I am sure that you can tell where this is going, but just to belabor the obvious for a second (let’s face it, we all love to belabor the obvious every once in a while), you guessed it, they hit the rock on one side, quickly lurched to the other side, the canoe dipped just beneath the water line, and it was all over.  Instantly the canoe was full and completely sunk in the deepest, swiftest, most treacherous part of the river.  They were screaming and moaning and swimming to the side; there was trash, and bags intended for trash, and socks, and a back pack, and a flip flop, and, of course, the waterproof camera, and one very used copy of Seventeen magazine, off to wreak havoc on what was left of the environment.

I rowed over to the side they were swimming towards and asked them to hold my canoe.  Not wanting my flip flops to meet a similar fate, I tossed them into my canoe, along with their backpack, which I managed to grab, their shoes, and one sock.  I grabbed their canoe, and it took some effort, but I managed to get it flipped over and un-sunk.  They were wet, and a little bit shaken up, but overall, they were grateful and ready to continue.  I cut my unflip-flopped foot open on the rocks and jammed a finger, but other than that, I was fine too, and glad to have helped.

My would/should-have-been partner, the doting dad from earlier in this story, wasn’t quite as lucky.  As I think I mentioned, he brought his wife and 3 and 5 year old daughters along.  Well, in a different, but similarly dangerous spot, they got flipped and pinned, and his two little girls (luckily?) got caught up inside the overturned canoe so that they could still breathe.  Thankfully, someone who actually knew what they were doing (e.g. not part of our group) was there, and they helped them out.  They got flipped two more times at later points in the journey.  The youngest girl had had enough, and decided that she didn’t want to ride with her dad anymore.  She and her mom hitched a ride with someone else, a complete stranger, by the way, but she felt safer with him (and frankly, I don’t blame he.  Maybe I was better off by myself.

Well, the rest was pretty uneventful.  I saw Paul and Mark pulled off to the side, so I pulled off.  They were waiting for me.  They said they realized how lame it must have been for me, and offered to let me jump in with them.  I took them up on their offer because I was pretty sore and pretty sick of the lack of steering and slow go.  We tied my canoe to the back, and were off.  We were back in five minutes.  The whole trip down the river took about 6 hours.  I guess it took them the other five hours and fifty-five minutes to really appreciate how much fun I wasn’t having.  Back there.  All by myself.  Oh well, I’m not bitter.

We said our goodbyes to the girls (who couldn’t have cared even just a tiny bit less), and piled into the car (again, my in-laws’ car).  We decided to stop and grab a snack at the gas station before we really headed out.  They got really old-looking pizza from underneath the heat lamp, I opted for Chex Mix, an almond Snickers (which I love, by the way) and a contraband Cherry Pepsi, which I don’t think the others approved of, but hey, it’s my…well…it’s my in laws’ car, and I’m driving, and I’m going to drink whatever I want.

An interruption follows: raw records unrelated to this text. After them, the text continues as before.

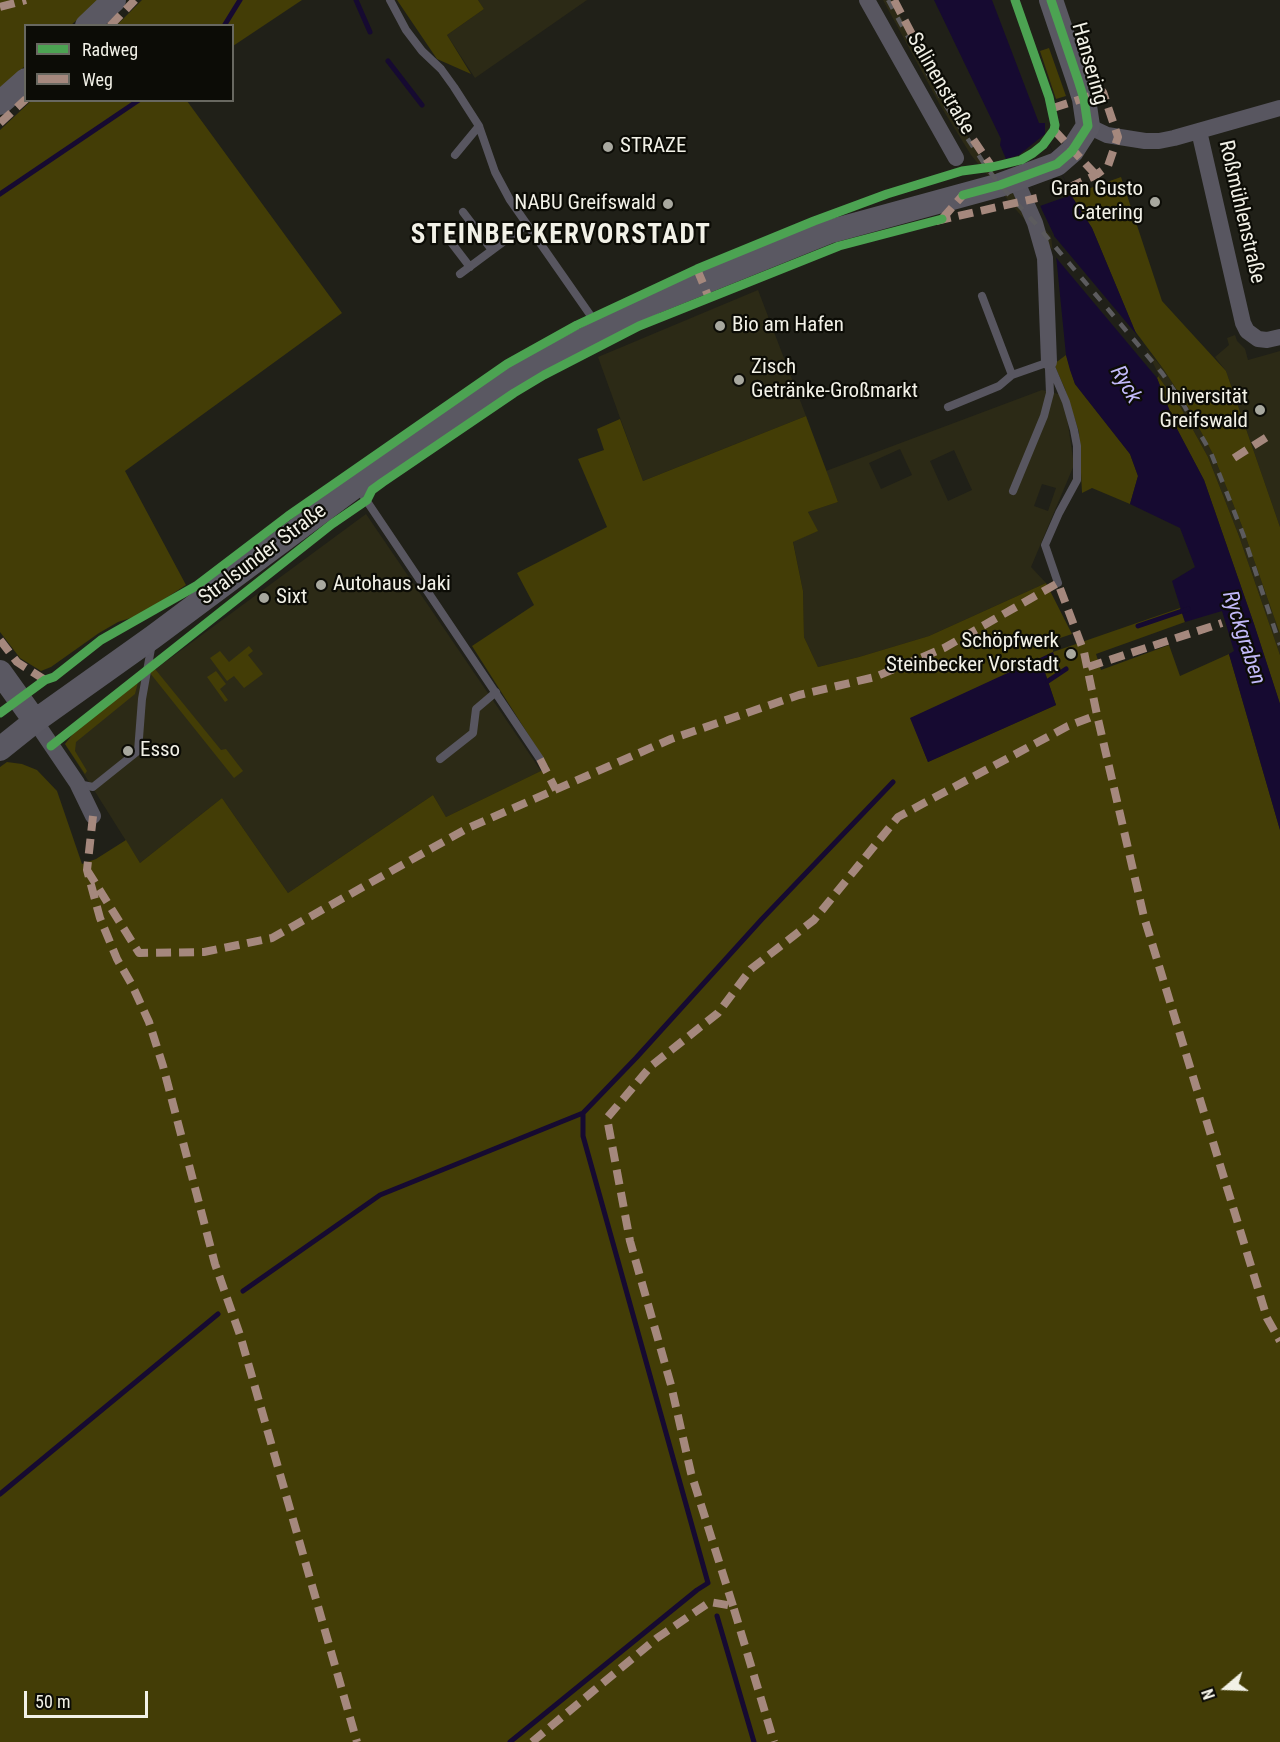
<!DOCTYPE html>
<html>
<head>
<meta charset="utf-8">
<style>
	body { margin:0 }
	#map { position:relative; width:1280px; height:1742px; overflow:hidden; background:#202018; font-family:"Roboto Condensed",sans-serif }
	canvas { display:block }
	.legend { position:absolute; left:24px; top:24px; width:210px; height:78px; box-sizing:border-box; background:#0c0c06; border:2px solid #686860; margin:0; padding:8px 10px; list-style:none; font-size:18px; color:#f2f1e7 }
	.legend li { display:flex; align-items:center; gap:12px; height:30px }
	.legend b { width:30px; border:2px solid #686860 }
	.north { position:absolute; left:1196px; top:1658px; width:60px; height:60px; -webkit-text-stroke:4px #0c0c06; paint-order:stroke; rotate:251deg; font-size:16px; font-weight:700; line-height:24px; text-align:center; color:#f2f1e7 }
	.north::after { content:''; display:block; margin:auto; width:21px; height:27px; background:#f2f1e7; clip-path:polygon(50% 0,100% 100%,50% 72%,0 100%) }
	.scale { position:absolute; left:24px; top:1691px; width:124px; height:27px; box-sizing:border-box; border:3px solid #f2f1e7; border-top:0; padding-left:8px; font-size:18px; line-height:21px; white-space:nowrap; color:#f2f1e7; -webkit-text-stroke:4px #0c0c06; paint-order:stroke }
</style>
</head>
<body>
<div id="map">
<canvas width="1280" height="1742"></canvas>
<ul class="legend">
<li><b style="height:8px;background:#4ca352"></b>Radweg</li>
<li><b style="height:8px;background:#a5887d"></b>Weg</li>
</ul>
<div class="north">N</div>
<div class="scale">50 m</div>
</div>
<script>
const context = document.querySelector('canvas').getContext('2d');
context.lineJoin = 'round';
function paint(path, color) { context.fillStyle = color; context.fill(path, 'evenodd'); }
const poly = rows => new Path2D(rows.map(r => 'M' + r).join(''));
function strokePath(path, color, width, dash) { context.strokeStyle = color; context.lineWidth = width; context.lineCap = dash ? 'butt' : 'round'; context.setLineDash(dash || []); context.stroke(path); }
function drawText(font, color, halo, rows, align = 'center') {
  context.font = font + ' "Roboto Condensed",sans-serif'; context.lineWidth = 4.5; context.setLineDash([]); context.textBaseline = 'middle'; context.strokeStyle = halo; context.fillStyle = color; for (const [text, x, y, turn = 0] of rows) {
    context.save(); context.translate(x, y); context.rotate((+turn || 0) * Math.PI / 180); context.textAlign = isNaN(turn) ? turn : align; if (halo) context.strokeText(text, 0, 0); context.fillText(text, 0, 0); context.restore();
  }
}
const built = poly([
	[478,0,587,0,475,78,447,35,484,9],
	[883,0,892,0,947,103,962,129,992,170,1050,235,1164,370,1186,404,1213,454,1242,526,1280,634,1280,655,1239,536,1208,457,1181,408,1158,376,1052,249,1017,211,971,155,940,105],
	[758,290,806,416,643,481,598,357],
	[1235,335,1237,341,1245,349,1248,360,1280,351,1280,527,1226,371,1215,357,1229,345,1227,338],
	[1042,390,1059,394,1066,411,1074,465,1031,567,1046,583,929,636,859,657,818,667,804,637,803,591,793,541,817,531,808,512,838,502,826,471],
	[900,449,912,475,881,489,869,463],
	[954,450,972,490,948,501,930,461],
	[1042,484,1056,488,1048,511,1034,506],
	[366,514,541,771,446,817,433,795,288,893,222,798,140,863,65,744,76,730,138,682]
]);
const green = poly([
	[0,0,100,0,71,25,26,26,25,66,0,89],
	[142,0,302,0,233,46,232,26,117,25],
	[397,0,478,0,484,9,447,35,471,74,437,59],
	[1049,48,1066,96,1056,99,1040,51],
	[31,101,187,101,342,313,125,471,186,585,140,615,118,622,99,633,51,667,41,671,20,658,0,632,0,130],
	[1121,177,1162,301,1226,371,1280,527,1280,634,1242,526,1213,454,1186,404,1164,370,1135,331,1092,228,1071,195],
	[1066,355,1075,384,1130,454,1138,476,1130,504,1092,488,1082,493,1079,432,1065,389,1054,364],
	[1158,376,1181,408,1208,457,1239,536,1280,655,1280,704,1254,624,1204,480,1176,427,1157,378],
	[806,416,838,502,808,512,818,531,793,542,803,591,804,637,818,667,859,657,929,636,1046,583,1072,634,1054,640,1053,652,1180,608,1185,622,1096,654,1101,670,1169,645,1180,676,1229,654,1280,830,1280,1742,0,1742,0,767,7,762,22,764,37,770,57,791,82,864,96,859,126,840,140,863,222,798,288,893,433,795,446,817,549,767,472,646,534,605,517,573,607,527,578,459,604,450,597,429,620,419,643,481],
	[1044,669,1056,705,928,762,911,718],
	[249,646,253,651,248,655,263,674,244,688,234,676,227,681,210,658,220,651,229,662],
	[155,669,221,750,226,749,243,771,234,778,150,673],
	[216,671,226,684,220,689,228,700,225,702,207,677],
	[138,682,135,694,76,742,75,751,87,771,85,774,65,744,76,730]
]);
const water = poly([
	[934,0,992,0,1039,123,1045,123,1045,134,1071,195,1092,228,1135,331,1157,378,1176,427,1204,480,1254,624,1280,704,1280,830,1229,654,1234,651,1222,611,1185,622,1172,581,1195,567,1180,528,1130,504,1138,476,1130,454,1075,384,1070,370,1066,355,1054,235,1042,210,1019,155,1006,159,1000,145,1001,139],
	[1053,652,1057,663,1044,670,1056,705,928,762,910,718]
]);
const pier = poly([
	[1045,134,1071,195,1040,206,1019,155],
	[1049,230,1142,341,1159,375,1157,378,1053,254,1051,235]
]);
const stream = poly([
	[356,0,370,32],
	[224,26,240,0],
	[388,61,422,105],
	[0,194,139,100],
	[1138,626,1188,609],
	[1048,681,1066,669],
	[243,1291,380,1195,583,1113],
	[0,1494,218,1314],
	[717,1616,754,1742],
	[510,1742,697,1590,708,1583,583,1136,583,1113,636,1058,762,919,893,782]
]);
const lane = poly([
	[390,0,406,30,422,51,441,69,454,87,479,126,495,172,510,200,600,329],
	[455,155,479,126],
	[463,212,492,250],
	[447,237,470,267],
	[460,274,526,225],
	[982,296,1012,375,1049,362],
	[1049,362,1066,402,1074,430,1077,446,1077,480,1059,513,1045,545,1058,583],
	[948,407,999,386,1012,375],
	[358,488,540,759],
	[1013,491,1044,416,1050,393,1049,369],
	[440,759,473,733,476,709,496,692],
	[78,784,93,787,138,751,142,699,152,643]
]);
const street = poly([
	[867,0,956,158],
	[1088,126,1107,135,1145,141,1159,141,1174,138,1280,108],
	[1199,131,1243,323,1247,331,1258,339,1267,340,1280,337],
	[1016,180,1035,223,1045,258,1049,362],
	[35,721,77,783,93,816]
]);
const secondary = poly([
	[87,26,114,0],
	[0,103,26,80],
	[0,672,35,721],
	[0,749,35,721,153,637,357,485,426,435,499,387,549,358,657,301,828,232,1000,185,1057,164,1072,151,1088,126,1084,99,1078,80,1051,0]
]);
const rail = poly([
	[888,0,944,103,987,168,1000,185,1035,223,1162,373,1182,402,1211,453,1243,534,1280,645]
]);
const quiet = poly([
	[894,0,947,101,992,167],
	[0,7,26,0],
	[110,26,135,0],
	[1053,108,1103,92,1118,137,1108,166,1096,175,1068,188],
	[0,123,26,99],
	[1054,130,1096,175],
	[942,219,963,195],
	[936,221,1037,198],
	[697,269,709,298],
	[1234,458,1267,437],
	[0,640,17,662,45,680],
	[1088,667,1222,623],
	[540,759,556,790],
	[93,816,87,870,100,918,117,959,132,985,149,1022,163,1066,215,1264,240,1335,357,1742],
	[87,870,139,953,204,952,272,938,468,828,671,739,799,695,875,677,944,648,1058,583,1084,652,1097,715,1144,917,1267,1318,1280,1341],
	[733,1606,691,1473,671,1385,630,1241,607,1118,651,1066,718,1013,751,969,814,920,898,817,1068,726,1097,715],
	[532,1742,657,1638,710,1602,733,1606,774,1742]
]);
const cycleway = poly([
	[963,195,1000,185,1057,164,1072,151,1088,126,1084,99,1078,80,1051,0],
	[0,713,45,680,54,677,101,640,196,586,288,516,507,364,577,325,697,269,814,221,887,194,962,171,992,167,1021,160,1033,153,1043,145,1054,130,1055,125,1049,97,1015,0],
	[51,746,332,524,367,500,372,490,383,482,514,393,544,375,639,326,839,246,942,219]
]);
const markers = [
	[608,147,6,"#a8a89f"],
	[1155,202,6,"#a8a89f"],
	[668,204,6,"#a8a89f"],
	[720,326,6,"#a8a89f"],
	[739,380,6,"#a8a89f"],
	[1260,410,6,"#a8a89f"],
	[321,585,6,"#a8a89f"],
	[264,598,6,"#a8a89f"],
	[1071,654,6,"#a8a89f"],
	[128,751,6,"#a8a89f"]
];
const streetNames = [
	["Hansering",1089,64,74],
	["Salinenstraße",940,84,60],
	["Roßmühlenstraße",1241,212,77],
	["Stralsunder Straße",263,555,-37]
];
const poiNames = [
	["STRAZE",620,147],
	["Gran Gusto",1143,190,"right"],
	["Catering",1143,214,"right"],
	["NABU Greifswald",656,204,"right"],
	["Bio am Hafen",732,326],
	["Zisch",751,368],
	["Getränke-Großmarkt",751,392],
	["Universität",1248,398,"right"],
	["Greifswald",1248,422,"right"],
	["Autohaus Jaki",333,585],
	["Sixt",276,598],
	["Schöpfwerk",1059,642,"right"],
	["Steinbecker Vorstadt",1059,666,"right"],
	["Esso",140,751]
];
const waterNames = [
	["Ryck",1125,385,60],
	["Ryckgraben",1243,638,72]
];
const districtNames = [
	["STEINBECKERVORSTADT",561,236]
];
paint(built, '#2c2a16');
paint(green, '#433d06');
paint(water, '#160a31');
paint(pier, '#202018');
strokePath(stream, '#160a31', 5);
strokePath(lane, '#585660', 8);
strokePath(street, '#585660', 16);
strokePath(secondary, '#5a5862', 24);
strokePath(rail, '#5c5b5e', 4.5, [10, 10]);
strokePath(quiet, '#a5887d', 8, [15, 8]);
strokePath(cycleway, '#4ca352', 9);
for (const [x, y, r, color] of markers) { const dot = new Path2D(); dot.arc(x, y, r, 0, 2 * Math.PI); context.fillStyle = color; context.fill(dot); strokePath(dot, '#0c0c06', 2); }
drawText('21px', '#f2f1e7', '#0c0c06', streetNames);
drawText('21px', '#f2f1e7', '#0c0c06', poiNames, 'left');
drawText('italic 22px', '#c2b9f9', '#0c0c06', waterNames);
context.letterSpacing = '1.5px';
drawText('bold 27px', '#f2f1e7', '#0c0c06', districtNames);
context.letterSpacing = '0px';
</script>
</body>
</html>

I was kind of in a hurry because my father-in-law was coming home any time, and I didn’t want to get busted.  I beat him home (he was actually coming home a day late) which was the good news.  He was coming into town the next day and taking the car that I was driving to Wichita, which was fine news, at the time.  But the next morning I got into the car to drive it to work (which I was allowed to do) and noticed the distinct smell of dead fish and really old pizza (and just the faintest hint of Mark and Paul’s sun block).  Instantly the “fine” news became very bad news.  You’d have to know my father-in-law to understand this completely, but just take my word for it, bad news.

I hurried home after work and immediately began spraying the car with Windex, both inside and out.  I scrubbed, I vacuumed, I was a veritable Mr. Clean (only with spiky dark hair).  I got in and decided that the car smelled enough not like fish, and enough subtly clean to pull it off.  As for the bugs in the grill and the mud on the wheel wells, I figured he and the trip to Wichita would be found guilty of that.  I filled the tank, I zeroed out the “Trip A” mini-odometer, they can prove nothing.  Now he’s gone.  Today I drove his brand new BMW to work.  I did not ask his permission.  I like doing stuff like that to my in-laws.

2 thoughts on “Row, row, row…your canoe.

  1. Funny. I happen to agree that camp songs are unbearable.

    The girl canoe trip I went on was an entirely different type of trip, and I’d do it again in a heartbeat. We canoed through lakes; entering one, portaging to the next (repeat like 5 times.) Then we camped for a week. It included an encounter with an adult moose, digging our own toilets, filtering all water, tying our food as high as possible to discourage a bear visit (which luckily never happened), a very disturbed hornet nest, and the most beautiful scenery that I have ever seen. Unlike the girls on your trip, about 90% of my pictures from that trip were of the beautiful surroundings. Sounds like I lucked out as far as girls camp experiences go.

    • I think it depends a lot on where you go. Your trip sounds picturesque and lovely. Not a lot of that type of nature around these parts. Also, even around these parts, it’s probably a lot more enjoyable when you are yourself a teenage girl, and part of the group. Which I was very much not.

      I was a little bit taken aback by how bitter and kind of negative I was. I know I was trying to be funny, but I had some serious attitude. Just to think about it, I wouldn’t imagine myself having changed that much. But reading that, I have come a long way. Sort of.